*** DATA EXCERPTS Section Begins ***

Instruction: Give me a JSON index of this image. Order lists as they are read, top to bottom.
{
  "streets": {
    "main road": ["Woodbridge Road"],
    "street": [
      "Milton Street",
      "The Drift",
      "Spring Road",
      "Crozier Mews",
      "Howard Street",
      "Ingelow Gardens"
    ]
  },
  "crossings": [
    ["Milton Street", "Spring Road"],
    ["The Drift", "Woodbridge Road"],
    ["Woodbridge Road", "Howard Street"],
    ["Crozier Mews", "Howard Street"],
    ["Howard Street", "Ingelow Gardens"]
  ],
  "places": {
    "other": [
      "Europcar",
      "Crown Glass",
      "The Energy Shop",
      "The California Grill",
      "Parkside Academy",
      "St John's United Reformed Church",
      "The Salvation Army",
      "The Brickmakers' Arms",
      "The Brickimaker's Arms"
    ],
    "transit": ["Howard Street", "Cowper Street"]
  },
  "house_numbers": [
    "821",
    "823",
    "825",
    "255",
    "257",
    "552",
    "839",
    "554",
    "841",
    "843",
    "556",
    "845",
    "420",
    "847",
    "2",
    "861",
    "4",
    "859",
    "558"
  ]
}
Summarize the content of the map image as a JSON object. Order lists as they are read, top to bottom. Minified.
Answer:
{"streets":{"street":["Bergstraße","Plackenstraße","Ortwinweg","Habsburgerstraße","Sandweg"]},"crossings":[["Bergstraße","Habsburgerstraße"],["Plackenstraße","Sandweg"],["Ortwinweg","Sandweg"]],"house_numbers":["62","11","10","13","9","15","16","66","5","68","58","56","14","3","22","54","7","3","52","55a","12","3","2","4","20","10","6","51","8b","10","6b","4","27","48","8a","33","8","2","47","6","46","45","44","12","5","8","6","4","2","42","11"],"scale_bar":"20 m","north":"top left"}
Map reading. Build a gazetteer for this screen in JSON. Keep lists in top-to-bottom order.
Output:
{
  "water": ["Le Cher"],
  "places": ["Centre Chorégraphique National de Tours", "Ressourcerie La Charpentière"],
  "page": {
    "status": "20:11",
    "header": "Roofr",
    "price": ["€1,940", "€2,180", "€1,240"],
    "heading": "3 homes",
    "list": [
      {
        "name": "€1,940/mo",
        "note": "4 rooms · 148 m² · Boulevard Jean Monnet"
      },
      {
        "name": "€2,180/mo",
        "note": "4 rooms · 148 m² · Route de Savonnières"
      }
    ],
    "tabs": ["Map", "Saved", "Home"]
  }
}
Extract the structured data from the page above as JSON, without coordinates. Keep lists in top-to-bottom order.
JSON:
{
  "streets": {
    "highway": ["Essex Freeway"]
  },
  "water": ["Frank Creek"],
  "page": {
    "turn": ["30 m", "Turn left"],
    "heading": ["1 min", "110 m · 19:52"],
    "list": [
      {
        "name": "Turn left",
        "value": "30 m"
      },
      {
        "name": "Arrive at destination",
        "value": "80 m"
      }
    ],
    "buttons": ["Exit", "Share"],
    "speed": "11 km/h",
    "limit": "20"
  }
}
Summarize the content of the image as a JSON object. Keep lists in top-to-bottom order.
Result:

*** DATA EXCERPTS Section Ends ***

# YOUR GOAL
Task for the records above: copy every line in which the word "Summarize" occurs.

# ANSWER BELOW
Summarize the content of the map image as a JSON object. Order lists as they are read, top to bottom. Minified.
Summarize the content of the image as a JSON object. Keep lists in top-to-bottom order.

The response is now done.